#### What is required:
Once the images are set aside, write out the rest of the records exactly.

Extracted data entries
□ □ □
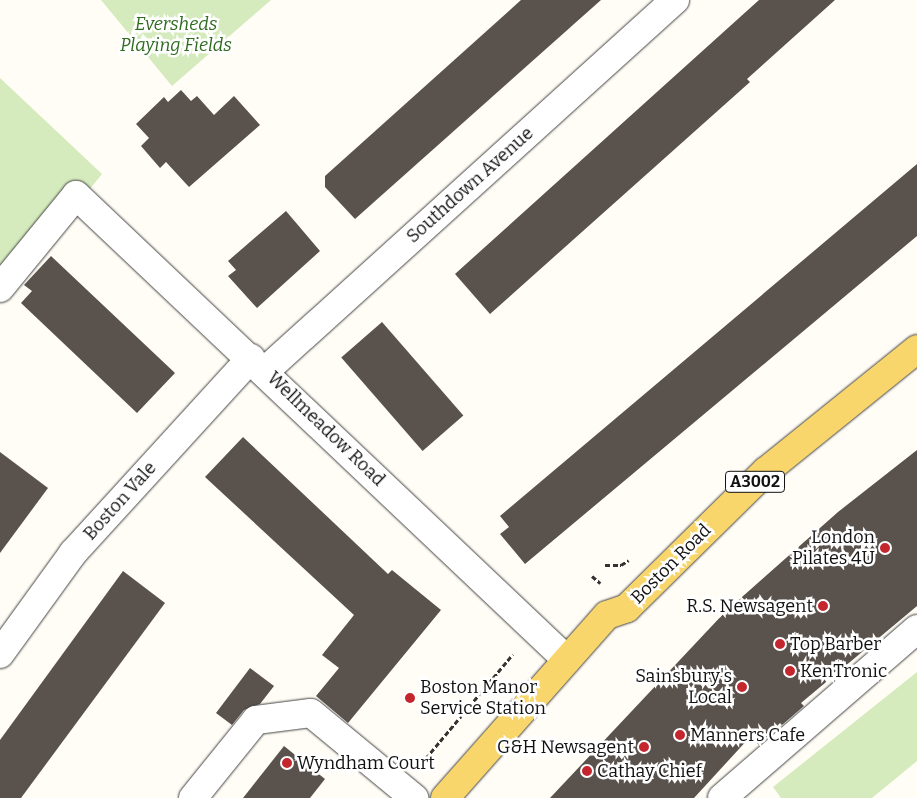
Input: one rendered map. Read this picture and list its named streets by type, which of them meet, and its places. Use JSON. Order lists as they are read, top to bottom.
{
  "streets": {
    "main road": ["A3002", "Boston Road"],
    "street": ["Southdown Avenue", "Wellmeadow Road", "Boston Vale"]
  },
  "crossings": [
    ["Southdown Avenue", "Wellmeadow Road"],
    ["Southdown Avenue", "Boston Vale"],
    ["Wellmeadow Road", "Boston Vale"],
    ["Wellmeadow Road", "Boston Road"]
  ],
  "parks": ["Eversheds Playing Fields"],
  "places": [
    "London Pilates 4U",
    "R.S. Newsagent",
    "Top Barber",
    "KenTronic",
    "Sainsbury's Local",
    "Boston Manor Service Station",
    "Manners Cafe",
    "G&H Newsagent",
    "Wyndham Court",
    "Cathay Chief"
  ]
}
□ □ □
#### Exercise result:
Input: one rendered map. Read this picture and list its named streets by type, which of them meet, and its places. Use JSON. Order lists as they are read, top to bottom.
{
  "streets": {
    "main road": ["A3002", "Boston Road"],
    "street": ["Southdown Avenue", "Wellmeadow Road", "Boston Vale"]
  },
  "crossings": [
    ["Southdown Avenue", "Wellmeadow Road"],
    ["Southdown Avenue", "Boston Vale"],
    ["Wellmeadow Road", "Boston Vale"],
    ["Wellmeadow Road", "Boston Road"]
  ],
  "parks": ["Eversheds Playing Fields"],
  "places": [
    "London Pilates 4U",
    "R.S. Newsagent",
    "Top Barber",
    "KenTronic",
    "Sainsbury's Local",
    "Boston Manor Service Station",
    "Manners Cafe",
    "G&H Newsagent",
    "Wyndham Court",
    "Cathay Chief"
  ]
}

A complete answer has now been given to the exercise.